Top of an apple, including stem and leaves, with "E5 HD RD" written on the peal.

Will, from Central Massachusetts, sent me these (and some other apples) from his home orchard seeking to know what they might be.

They are from his tree E5 and are supposed to be Red Delicious ("RD") from a tree purchased from Home Depot ("HD"). You do not have to be a pomologist to know these are not those.

So, what are they?

These apples look like russeted Golden Delicious. They are conical and tapered with yellow peel showing through the rusty brown russet; some are a bit green tinged.

Quoth the sharpie (not shown): "not quite ripe."

The calyx is closed and lenticels are practically invisible; the stem is thin.

E5 has crisp, fine-grained light yellow flesh and, fully ripe or no, is quite good. This is decently balanced and sweet enough to please modern tastes without cloying.

If these are unripe, perhaps more individual flavors will develop later, but there is pear and a little honey and a pleasantly astringent finish.

It's like Golden Delicious, but you'd be able to pick them out from GD blindfolded. These are livelier and less lush.

The jury has reached a verdict

In my opinion, these are an apple called Hoople's Antique Gold. That's a russetted sport of Golden Delicious.

I've had Hoople's before, but never finished writing the review.

Why? Bear with me: my sample, like the E5s, did not taste enough like Golden Delicious. It was (like the E5s) nonetheless GD-esque.
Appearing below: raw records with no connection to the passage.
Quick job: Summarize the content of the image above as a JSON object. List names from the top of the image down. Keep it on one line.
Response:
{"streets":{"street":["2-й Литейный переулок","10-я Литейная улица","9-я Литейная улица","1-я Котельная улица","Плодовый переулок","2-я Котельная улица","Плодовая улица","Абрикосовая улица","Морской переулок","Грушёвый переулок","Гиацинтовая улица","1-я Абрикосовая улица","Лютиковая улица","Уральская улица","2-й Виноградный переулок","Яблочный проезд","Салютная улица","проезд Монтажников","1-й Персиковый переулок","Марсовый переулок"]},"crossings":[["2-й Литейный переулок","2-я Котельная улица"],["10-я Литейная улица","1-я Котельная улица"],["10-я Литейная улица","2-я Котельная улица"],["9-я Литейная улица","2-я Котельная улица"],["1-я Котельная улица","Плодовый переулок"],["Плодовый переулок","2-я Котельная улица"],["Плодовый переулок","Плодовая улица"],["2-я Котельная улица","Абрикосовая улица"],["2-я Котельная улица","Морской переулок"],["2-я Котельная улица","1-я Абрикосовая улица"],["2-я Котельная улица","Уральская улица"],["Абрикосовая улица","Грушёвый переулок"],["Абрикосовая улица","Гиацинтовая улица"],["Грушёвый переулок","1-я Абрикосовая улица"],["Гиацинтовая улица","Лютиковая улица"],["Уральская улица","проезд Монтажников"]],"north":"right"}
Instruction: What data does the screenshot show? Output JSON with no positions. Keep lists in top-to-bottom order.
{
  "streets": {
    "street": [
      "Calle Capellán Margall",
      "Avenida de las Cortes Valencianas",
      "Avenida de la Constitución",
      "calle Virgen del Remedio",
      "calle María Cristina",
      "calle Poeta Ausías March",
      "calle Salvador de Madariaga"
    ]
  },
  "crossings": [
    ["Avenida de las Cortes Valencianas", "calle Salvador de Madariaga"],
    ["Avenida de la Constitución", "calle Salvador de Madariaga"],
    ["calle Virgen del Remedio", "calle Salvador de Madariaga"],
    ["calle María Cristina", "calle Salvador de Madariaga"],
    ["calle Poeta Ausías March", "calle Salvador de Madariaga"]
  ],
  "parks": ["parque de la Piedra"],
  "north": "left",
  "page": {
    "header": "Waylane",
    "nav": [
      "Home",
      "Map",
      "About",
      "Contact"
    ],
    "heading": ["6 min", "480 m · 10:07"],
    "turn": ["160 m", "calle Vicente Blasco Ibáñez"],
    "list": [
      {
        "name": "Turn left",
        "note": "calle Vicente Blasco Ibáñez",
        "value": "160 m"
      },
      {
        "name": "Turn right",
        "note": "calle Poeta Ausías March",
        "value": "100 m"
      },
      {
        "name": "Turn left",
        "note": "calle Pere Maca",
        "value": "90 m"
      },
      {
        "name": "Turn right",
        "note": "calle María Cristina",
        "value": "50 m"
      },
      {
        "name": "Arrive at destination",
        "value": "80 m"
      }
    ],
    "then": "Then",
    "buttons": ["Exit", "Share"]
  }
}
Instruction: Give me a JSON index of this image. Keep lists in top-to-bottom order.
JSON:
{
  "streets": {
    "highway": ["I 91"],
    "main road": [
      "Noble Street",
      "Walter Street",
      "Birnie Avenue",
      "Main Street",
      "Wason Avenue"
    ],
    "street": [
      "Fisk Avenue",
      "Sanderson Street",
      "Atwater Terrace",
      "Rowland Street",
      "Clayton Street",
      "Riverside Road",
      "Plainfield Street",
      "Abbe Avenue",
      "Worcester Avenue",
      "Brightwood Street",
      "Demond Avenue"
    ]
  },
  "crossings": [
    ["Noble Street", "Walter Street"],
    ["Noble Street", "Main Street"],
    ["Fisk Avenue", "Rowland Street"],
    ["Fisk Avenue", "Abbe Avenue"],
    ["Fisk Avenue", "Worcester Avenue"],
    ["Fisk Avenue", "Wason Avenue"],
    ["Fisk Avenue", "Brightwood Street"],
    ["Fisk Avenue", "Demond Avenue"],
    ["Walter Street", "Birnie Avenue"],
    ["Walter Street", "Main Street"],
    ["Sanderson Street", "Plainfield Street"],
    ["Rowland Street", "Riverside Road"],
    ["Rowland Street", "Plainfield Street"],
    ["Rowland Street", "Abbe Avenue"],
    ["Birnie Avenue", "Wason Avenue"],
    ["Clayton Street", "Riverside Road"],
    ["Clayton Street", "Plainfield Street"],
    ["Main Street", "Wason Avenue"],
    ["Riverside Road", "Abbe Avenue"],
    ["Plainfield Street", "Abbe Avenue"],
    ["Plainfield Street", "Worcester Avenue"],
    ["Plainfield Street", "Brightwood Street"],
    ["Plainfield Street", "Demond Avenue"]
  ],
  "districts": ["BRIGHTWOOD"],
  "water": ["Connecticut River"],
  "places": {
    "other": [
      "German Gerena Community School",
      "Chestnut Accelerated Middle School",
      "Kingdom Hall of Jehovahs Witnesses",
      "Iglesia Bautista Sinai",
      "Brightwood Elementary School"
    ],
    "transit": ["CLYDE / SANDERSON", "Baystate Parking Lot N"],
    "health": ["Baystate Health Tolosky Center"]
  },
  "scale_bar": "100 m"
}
This raised doubt in my mind at the time, because sports usually taste pretty much the same as their pre-sport siblings.

But not always. These E5s convince me that my first taste of this apple, in Santa Cruz back in 2013, really was Hoople's.

They are similar, though these taste "not quite ripe."

So what are the odds of each of these explanations:

  • These are just random, unrelated varieties or even pippins that happen to look and taste the same
  • These are the same variety, and one that is known and cultivated to the point that it might show up, mislabeled, at a Home Depot.
The cultivar that corresponds to the second option is Hoople's Antique Gold.

Note to self: Time to finish and post that 2013 review.

Imagine your own story about the series of mislabeling mishaps that landed these at Home Depot as Red Delicious.


  1. It does look like Hooples, with the russet, although it surprises me that a big box store carries what I thought was a little known, obscure variety.

    1. I have no actual Home Depot knowledge, but I think the chain contracts with many small nurseries for trees. It seems likely that one of these might have confused a batch of Hoople's and shipped it to HD.

      You can choose your own labeling misadventure to explain that part of the story.